§ Exercise goal
The answer must be every line of the records below that holds the word "label".

§ Exercise data
== Segment start ==

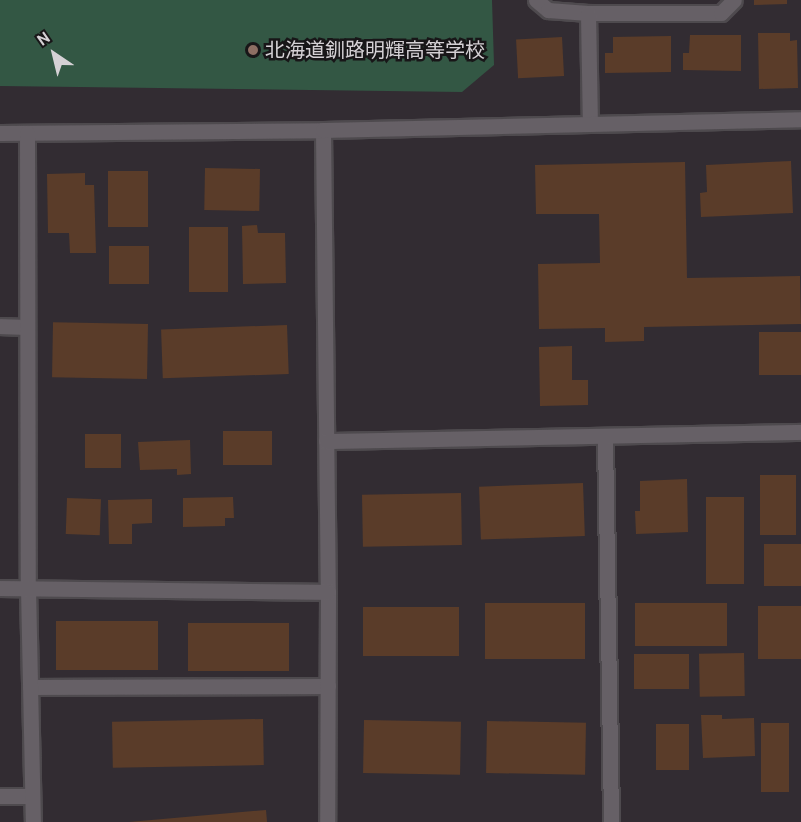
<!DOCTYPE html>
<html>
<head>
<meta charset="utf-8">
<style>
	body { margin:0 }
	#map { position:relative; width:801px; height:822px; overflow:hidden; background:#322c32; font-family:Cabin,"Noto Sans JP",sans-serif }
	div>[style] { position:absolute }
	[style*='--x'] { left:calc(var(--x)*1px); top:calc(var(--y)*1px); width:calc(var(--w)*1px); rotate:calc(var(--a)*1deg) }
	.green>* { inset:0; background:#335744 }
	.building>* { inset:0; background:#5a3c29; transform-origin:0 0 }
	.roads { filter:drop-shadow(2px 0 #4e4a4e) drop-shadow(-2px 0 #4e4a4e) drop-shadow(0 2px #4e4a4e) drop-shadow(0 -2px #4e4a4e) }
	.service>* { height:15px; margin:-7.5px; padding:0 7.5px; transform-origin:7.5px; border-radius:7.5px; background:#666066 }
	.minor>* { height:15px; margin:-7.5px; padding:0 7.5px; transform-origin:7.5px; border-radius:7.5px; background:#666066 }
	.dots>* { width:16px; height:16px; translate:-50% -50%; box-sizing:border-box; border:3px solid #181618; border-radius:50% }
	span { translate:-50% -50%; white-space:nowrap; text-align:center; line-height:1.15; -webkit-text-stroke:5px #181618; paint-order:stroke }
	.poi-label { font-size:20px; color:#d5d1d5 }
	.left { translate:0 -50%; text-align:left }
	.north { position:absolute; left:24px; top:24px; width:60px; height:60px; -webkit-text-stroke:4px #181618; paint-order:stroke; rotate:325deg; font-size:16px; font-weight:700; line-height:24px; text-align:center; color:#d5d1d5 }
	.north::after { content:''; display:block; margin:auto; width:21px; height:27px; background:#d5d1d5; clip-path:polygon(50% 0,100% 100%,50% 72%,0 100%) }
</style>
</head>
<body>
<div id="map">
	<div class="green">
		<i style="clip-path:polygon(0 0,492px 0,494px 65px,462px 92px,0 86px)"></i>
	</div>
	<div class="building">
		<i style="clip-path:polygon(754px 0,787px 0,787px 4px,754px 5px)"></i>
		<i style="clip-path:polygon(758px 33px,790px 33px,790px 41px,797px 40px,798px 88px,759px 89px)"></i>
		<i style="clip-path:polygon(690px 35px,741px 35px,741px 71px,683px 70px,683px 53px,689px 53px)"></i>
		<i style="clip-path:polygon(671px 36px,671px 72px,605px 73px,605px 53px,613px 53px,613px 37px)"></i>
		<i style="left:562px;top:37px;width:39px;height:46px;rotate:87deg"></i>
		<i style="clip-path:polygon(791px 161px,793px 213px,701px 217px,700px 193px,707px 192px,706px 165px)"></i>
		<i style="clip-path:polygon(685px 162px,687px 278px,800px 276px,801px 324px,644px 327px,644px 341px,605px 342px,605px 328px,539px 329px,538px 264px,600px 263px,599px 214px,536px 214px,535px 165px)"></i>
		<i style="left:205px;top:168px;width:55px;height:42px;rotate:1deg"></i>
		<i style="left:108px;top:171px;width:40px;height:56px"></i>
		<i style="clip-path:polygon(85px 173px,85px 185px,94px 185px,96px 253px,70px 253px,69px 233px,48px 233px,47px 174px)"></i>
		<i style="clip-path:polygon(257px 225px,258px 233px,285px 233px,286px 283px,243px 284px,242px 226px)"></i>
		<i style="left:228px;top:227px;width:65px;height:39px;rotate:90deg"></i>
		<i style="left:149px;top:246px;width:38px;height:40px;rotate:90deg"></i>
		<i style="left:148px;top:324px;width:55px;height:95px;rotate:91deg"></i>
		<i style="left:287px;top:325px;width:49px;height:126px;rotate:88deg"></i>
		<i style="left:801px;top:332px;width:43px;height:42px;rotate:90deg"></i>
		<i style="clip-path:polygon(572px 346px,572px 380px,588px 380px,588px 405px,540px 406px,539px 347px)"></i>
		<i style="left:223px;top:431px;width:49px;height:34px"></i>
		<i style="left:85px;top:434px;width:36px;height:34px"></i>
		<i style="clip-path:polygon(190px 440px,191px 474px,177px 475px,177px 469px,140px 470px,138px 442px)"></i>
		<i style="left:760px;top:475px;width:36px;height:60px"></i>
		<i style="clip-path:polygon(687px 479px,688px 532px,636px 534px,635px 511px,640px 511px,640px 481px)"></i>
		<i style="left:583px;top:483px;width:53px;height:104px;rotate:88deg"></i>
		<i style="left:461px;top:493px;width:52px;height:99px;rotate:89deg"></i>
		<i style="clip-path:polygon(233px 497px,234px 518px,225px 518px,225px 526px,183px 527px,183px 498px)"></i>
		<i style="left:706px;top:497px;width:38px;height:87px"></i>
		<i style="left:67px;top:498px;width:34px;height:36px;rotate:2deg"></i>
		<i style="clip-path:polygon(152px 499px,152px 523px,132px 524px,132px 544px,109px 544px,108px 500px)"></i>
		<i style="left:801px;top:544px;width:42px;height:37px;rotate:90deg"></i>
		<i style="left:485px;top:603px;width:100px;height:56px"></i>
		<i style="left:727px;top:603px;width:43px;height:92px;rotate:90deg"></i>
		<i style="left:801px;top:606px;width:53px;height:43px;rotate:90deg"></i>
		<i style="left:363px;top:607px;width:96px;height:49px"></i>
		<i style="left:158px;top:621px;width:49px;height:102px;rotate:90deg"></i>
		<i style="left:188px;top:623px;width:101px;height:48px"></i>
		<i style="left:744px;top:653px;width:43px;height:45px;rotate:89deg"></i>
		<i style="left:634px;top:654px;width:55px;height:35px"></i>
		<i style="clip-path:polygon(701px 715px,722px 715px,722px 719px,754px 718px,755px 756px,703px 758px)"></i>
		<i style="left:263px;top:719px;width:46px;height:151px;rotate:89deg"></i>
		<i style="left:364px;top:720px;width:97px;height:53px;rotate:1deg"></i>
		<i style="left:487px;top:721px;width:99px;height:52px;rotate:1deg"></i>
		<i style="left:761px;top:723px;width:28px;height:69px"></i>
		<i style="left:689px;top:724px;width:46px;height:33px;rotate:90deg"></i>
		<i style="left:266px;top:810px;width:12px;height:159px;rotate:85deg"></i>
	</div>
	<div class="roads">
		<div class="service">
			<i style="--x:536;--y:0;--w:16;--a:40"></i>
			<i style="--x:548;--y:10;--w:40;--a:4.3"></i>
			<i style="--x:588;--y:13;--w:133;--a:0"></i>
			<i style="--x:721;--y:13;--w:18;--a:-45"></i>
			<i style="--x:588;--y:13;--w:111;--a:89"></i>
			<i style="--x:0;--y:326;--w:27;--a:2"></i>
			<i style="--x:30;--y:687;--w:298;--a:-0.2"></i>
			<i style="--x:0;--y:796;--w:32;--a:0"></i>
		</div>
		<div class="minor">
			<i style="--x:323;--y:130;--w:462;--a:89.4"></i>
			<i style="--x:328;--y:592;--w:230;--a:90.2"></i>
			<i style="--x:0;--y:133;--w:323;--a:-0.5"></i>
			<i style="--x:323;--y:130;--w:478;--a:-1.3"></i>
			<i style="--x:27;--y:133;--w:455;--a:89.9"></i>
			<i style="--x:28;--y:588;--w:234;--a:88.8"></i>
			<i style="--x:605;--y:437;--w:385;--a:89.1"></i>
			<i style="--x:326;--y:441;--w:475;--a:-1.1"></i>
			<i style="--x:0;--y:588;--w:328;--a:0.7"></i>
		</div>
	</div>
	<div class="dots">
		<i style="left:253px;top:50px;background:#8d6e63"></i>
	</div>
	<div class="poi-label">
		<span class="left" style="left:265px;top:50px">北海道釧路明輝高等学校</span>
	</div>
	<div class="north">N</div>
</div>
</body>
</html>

== Segment end ==

§ Written response
	.poi-label { font-size:20px; color:#d5d1d5 }
	<div class="poi-label">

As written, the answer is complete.